#Antichi ricordi | 30/09/2016

Cosa si mangiava negli anni Cinquanta e Sessanta

Prendo ad esempio Miglieglia, dove per 250 abitanti c'erano quattro piccoli negozi che vendevano derrate alimentari di consumo quotidiano, un panettiere che serviva parecchi villaggi e tre osterie. Il camion della Migros passava una volta la settimana, così come il fruttivendolo. D'estate veniva saltuariamente in paese il pescivendolo. Per l'alto Malcantone c'era un solo macellaio, a Novaggio, che durante la settimana raccoglieva le comande e il sabato faceva le consegne della carne destinata al pranzo domenicale. Quasi tutte le famiglie avevano orto e campi, dove si coltivavano il granoturco, le patate, la segale... Le mucche e le capre davano latte a sufficienza per la popolazione, burro e formaggini. Galline e conigli rappresentavano un contributo alimentare importante. Cibi con conservanti a lunga durata non esistevano, quasi nessuno possedeva infatti il frigo o il congelatore. Di regola, per colazione c'erano caffelatte, pane, burro e marmellata. A mezzogiorno e sera, minestrone, pasta o riso in tutte le varianti. Venerdì di magro e digiuno: tonno (venduto sciolto nelle botteghine), raramente pesce fresco; d'inverno il merluzzo. I prodotti dell'orto la facevano da padroni: durante la stagione estiva fagiolini, pomodori e insalate erano il complemento quotidiano del pranzo povero. Il minestrone o la minestra di zucca venivano cucinati in quantità industriali: si mangiavano per dieci giorni di seguito. E l'effetto dirompente sull'intestino colorava per le urgenze i campi e i prati... Durante i mesi di ottobre, novembre e dicembre la cena sovente consisteva in castagne bollite e latte (magari con panna). Mia mamma aveva fatto credere a mia sorella quattordicenne che era una dieta dimagrante… E difatti mia sorella non è ingrassata!
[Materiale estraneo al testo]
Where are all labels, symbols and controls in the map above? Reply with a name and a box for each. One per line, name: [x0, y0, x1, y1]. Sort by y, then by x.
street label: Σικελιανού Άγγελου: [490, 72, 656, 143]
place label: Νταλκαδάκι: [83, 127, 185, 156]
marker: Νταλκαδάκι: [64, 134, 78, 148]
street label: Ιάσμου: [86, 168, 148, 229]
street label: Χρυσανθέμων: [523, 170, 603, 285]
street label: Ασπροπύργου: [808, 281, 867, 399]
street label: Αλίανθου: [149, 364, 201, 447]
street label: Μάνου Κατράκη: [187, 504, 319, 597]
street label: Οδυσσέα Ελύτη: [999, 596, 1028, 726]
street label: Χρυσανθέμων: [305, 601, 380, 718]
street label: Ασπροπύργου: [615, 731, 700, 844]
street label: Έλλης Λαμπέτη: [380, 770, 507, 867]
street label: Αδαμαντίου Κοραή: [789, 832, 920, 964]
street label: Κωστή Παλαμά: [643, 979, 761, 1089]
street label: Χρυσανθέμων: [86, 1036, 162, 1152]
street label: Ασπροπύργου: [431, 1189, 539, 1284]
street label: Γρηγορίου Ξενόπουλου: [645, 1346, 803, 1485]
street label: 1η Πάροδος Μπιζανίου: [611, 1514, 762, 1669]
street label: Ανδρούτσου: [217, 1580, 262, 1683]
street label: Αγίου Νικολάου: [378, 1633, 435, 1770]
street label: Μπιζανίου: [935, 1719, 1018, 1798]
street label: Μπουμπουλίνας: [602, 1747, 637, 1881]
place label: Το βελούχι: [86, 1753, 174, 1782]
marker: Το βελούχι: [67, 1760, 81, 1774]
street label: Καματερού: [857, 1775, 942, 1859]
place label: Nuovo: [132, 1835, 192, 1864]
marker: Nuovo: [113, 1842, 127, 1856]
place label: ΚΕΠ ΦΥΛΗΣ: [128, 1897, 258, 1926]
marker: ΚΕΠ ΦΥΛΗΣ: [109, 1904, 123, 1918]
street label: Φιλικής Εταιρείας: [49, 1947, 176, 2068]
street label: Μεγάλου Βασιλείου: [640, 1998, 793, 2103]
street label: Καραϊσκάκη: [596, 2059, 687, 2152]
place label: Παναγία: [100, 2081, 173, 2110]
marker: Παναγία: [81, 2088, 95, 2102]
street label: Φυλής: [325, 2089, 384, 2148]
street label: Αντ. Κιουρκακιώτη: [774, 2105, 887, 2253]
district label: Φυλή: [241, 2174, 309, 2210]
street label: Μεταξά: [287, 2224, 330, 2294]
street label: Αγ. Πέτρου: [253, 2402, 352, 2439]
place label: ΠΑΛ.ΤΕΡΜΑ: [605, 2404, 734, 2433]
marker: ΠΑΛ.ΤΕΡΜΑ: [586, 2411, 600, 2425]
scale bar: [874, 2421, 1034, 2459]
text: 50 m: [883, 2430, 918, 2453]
Un discorso a parte merita la polenta. Mio padre diceva: «Ungiorno polenta e latte e il giorno dopo, per cambiare, latte e polenta». Accompagnava praticamente tutto: carne, formaggio, uova. Una leccornia con formaggio grattugiato e burro fuso. La cottura era regolata da ferree leggi: minimo un'ora sul fuoco, sempre rimestando, solo acqua e sale, pochissimo latte o burro a fine cottura.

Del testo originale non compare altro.